Se eu tivesse 20 anos, provavelmente minhas férias seriam em outra voltagem, com direito ao agito costumeiro do destino escolhido. Depois dos 30 anos, a eletricidade é outra. Não digo maior, nem menor, mas equilibrada. Durante esses dez dias em Ilhéus, descobri que venho buscando algo um pouco além do que está no raso e que transforme definitivamente a minha vida - daqui até o fim dos meus dias.Além de tomar muito sol, aproveitei para praticar jardinagem e o delicioso estado de contemplação - do tempo, da amizade, do balanço das folhas do coqueiro que beiram a piscina, das pessoas, da cidade, das páginas do livro, do andar de bicicleta, do mar. Não coloquei meu ritmo acelerado em nada, apenas me deixei levar pela simples forma de viver do povo da Bahia, que em Ilhéus vive cercado do encontro do oceano com o rio. Conheci pessoas de jeito muito próprio, que não buscam os recursos que estão disponíveis aos paulistanos para fugir de algo que podemos chamar de marasmo ou mesmo de solidão - mesmo porque aqui não tem. Isso me fez pensar na forma como o tempo, em uma cidade chamada São Paulo, massacra os seus filhos de ventre e adotivos. Na cidade grande, não há espaço para ficar só, mesmo porque não conseguimos ficar por muito tempo sem contato - existe uma dor muito íntima que nos impede de alcançarmos essa parte do processo de autoconhecimento.
Aqui, não. Você, quando sabe que vai voltar em breve para o dia-a-dia corrido, consegue ganhar fôlego necessário para rever alguma coisa que pensava ser urgente e retoma aquele estado mental mais sinuoso, o qual ajuda um monte o coração a seguir em frente sem enfartar ou endurecer ainda mais. Algo bem parecido com o bolo de chocolate que a mãe costumava fazer numa sexta-feira no final da tarde, que significava simplesmente conforto.
Esse período foi impagável para me fazer lembrar que as primeiras opções estarão sempre relacionadas às coisas mais simples - desde o exercício para o corpo, a comida, a bebida, o sexo, o conhecimento, até o trabalho, entre vários temas - e o que eu quero entre todas as coisas relacionadas ao amor, estava contrário ao meu discurso há muito tempo.

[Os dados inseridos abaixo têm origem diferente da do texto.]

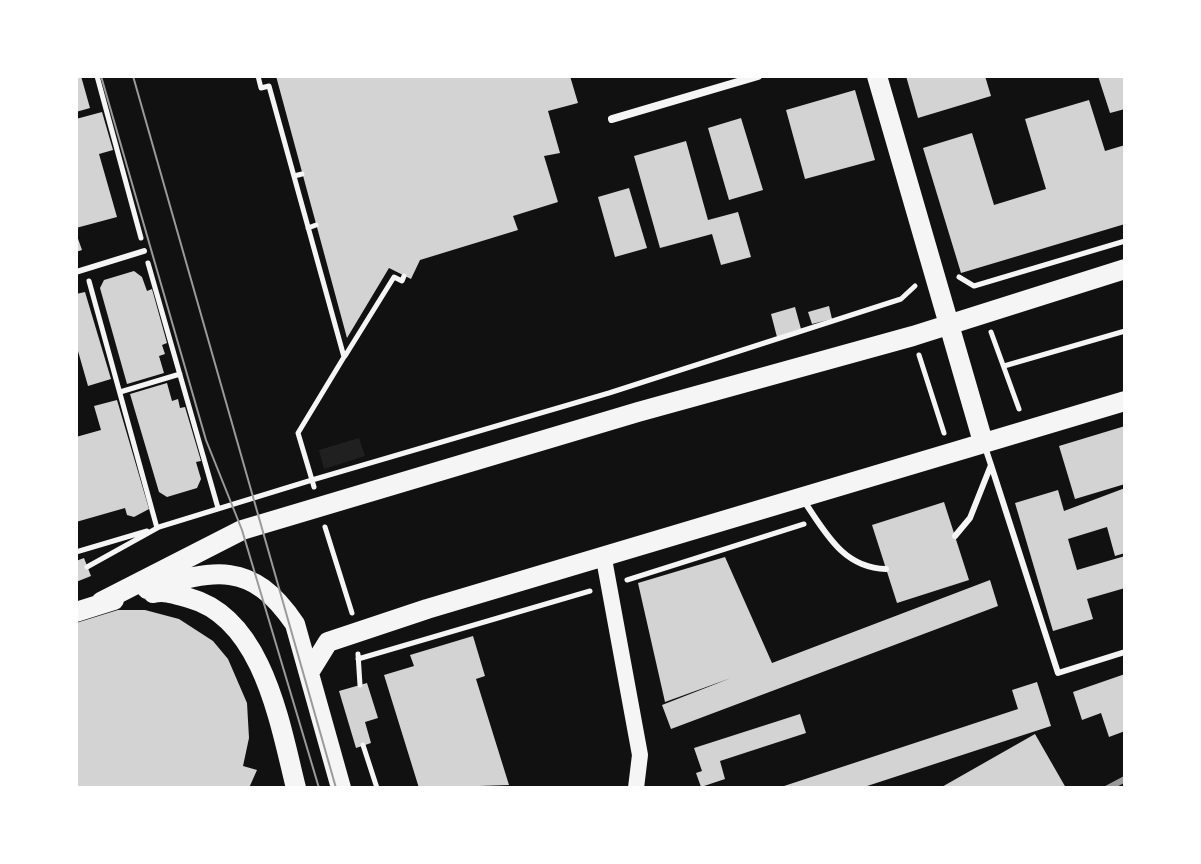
<!DOCTYPE html>
<html>
<head>
<meta charset="utf-8">
<style>
	body { margin:0 }
	#map { position:relative; width:1201px; height:864px; overflow:hidden; background:#111; font-family:"Nunito Sans",sans-serif }
	canvas { display:block }
	.frame { position:absolute; inset:0; border:78px solid #fff; pointer-events:none }
</style>
</head>
<body>
<div id="map">
<canvas width="1201" height="864"></canvas>
<div class="frame"></div>
</div>
<script>
const ctx = document.querySelector('canvas').getContext('2d');
ctx.lineJoin = 'round';
function fillPath(path, color) { ctx.fillStyle = color; ctx.fill(path, 'evenodd'); }
function stroke(path, color, width, dash) { ctx.strokeStyle = color; ctx.lineWidth = width; ctx.lineCap = dash ? 'butt' : 'round'; ctx.setLineDash(dash || []); ctx.stroke(path); }
const green = new Path2D(`
	M359,438L365,456L324,469L319,450Z`);
const building = new Path2D(`
	M76,76H81L90,108L76,112Z
	M276,76H570L578,103L548,111L560,153L544,156L558,202L513,216L518,230L420,260L411,279L389,268L347,338Z
	M906,76H985L991,96L918,118Z
	M1098,76H1125V109L1110,113Z
	M855,90L875,160L805,179L786,110Z
	M1089,100L1105,151L1125,145V224L961,273L923,148L972,133L994,205L1046,189L1025,119Z
	M102,112L113,150L99,154L117,217L76,228V119Z
	M741,118L763,190L729,200L708,128Z
	M686,141L708,220L738,212L751,257L721,265L712,234L660,248L634,156Z
	M629,188L647,248L615,257L598,197Z
	M76,233L82,250L76,252Z
	M134,271L142,277L147,291L152,289L167,343L162,345L165,354L159,356L164,373L127,384L100,288L104,280Z
	M85,292L111,379L88,386L76,344V294Z
	M829,306L832,319L812,324L808,312Z
	M795,307L801,329L777,337L771,314Z
	M167,383L172,401L178,399L180,408L185,407L201,461L196,462L201,479L197,488L167,497L159,492L130,394Z
	M117,400L149,509L134,517L127,515L125,508L76,522V437L101,430L94,406Z
	M1125,426V484L1075,499L1059,446Z
	M1125,488V553L1115,556L1107,527L1068,539L1077,570L1125,556V588L1087,599L1093,619L1053,631L1015,503L1058,490L1064,511Z
	M944,502L969,580L897,603L872,525Z
	M725,557L772,663L990,580L998,606L671,729L662,705L731,678L665,702L638,583Z
	M84,558L91,576L76,582V561Z
	M118,610H145L179,619L213,641L228,659L247,703L249,738L243,766L257,770L249,788H76V623Z
	M473,636L485,676L476,679L509,785L419,788L384,675L414,666L410,655Z
	M1125,674V731L1109,737L1101,713L1082,720L1073,692Z
	M1037,682L1051,726L861,788H778L1018,709L1012,690Z
	M367,683L378,718L365,722L371,743L356,748L339,691Z
	M800,714L806,733L720,761L725,779L701,787L696,773L702,771L694,748Z
	M1035,734L1066,788H940Z`);
const path = new Path2D(`
	M97,76L141,238
	M294,176L302,174
	M308,228L316,225
	M148,263L218,508
	M959,277L974,286L1125,241
	M89,281L157,528
	M991,332L1019,409
	M919,355L944,433
	M345,356L394,277L402,281L404,276
	M1004,366L1125,331
	M120,392L180,374
	M314,487L312,480L609,393L901,299L915,286
	M325,527L352,613
	M76,552L147,531
	M87,567L159,527L312,480L298,433L344,357L269,86L261,88L258,76
	M627,580L804,524
	M358,654L360,685
	M358,659L590,591
	M363,745L377,788`);
const service = new Path2D(`
	M76,272L144,251
	M991,465L1058,673L1125,652
	M804,501C825,532 843,568 886,569
	M955,536L970,518L991,465L985,447`);
const minor = new Path2D(`
	M612,119L758,76`);
const secondary = new Path2D(`
	M604,559L640,755L636,788`);
const primary = new Path2D(`
	M877,76L983,442
	M147,589C214,570 251,559 295,624L341,788
	M153,593C166,590 177,595 189,598C263,618 280,724 296,788
	M101,602L242,530L638,412L913,336L1125,269
	M76,612L114,600
	M310,671L328,642L427,609L1125,401`);
const tram = new Path2D(`
	M101,76L206,440L242,530L319,788
	M133,76L336,788`);
const rail = new Path2D(`
	M1108,788L1125,779`);
fillPath(green, '#202020');
fillPath(building, '#d3d3d3');
stroke(path, '#f5f5f5', 5);
stroke(service, '#f5f5f5', 6);
stroke(minor, '#f5f5f5', 8);
stroke(secondary, '#f5f5f5', 16);
stroke(primary, '#f5f5f5', 20);
stroke(tram, '#9a9a9a', 2);
stroke(rail, '#9a9a9a', 6);
</script>
</body>
</html>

As pessoas precisam do tempo, mesmo quando ele pesa um pouco mais.
As pessoas precisam de tempo para não fazer nada.
As pessoas precisam do tempo para curtirem as coisas que as tornaram felizes na infância.
As pessoas precisam do tempo para presenciar a luz cor de prata da lua que banha as águas do mar em uma noite fresca de inverno na Bahia.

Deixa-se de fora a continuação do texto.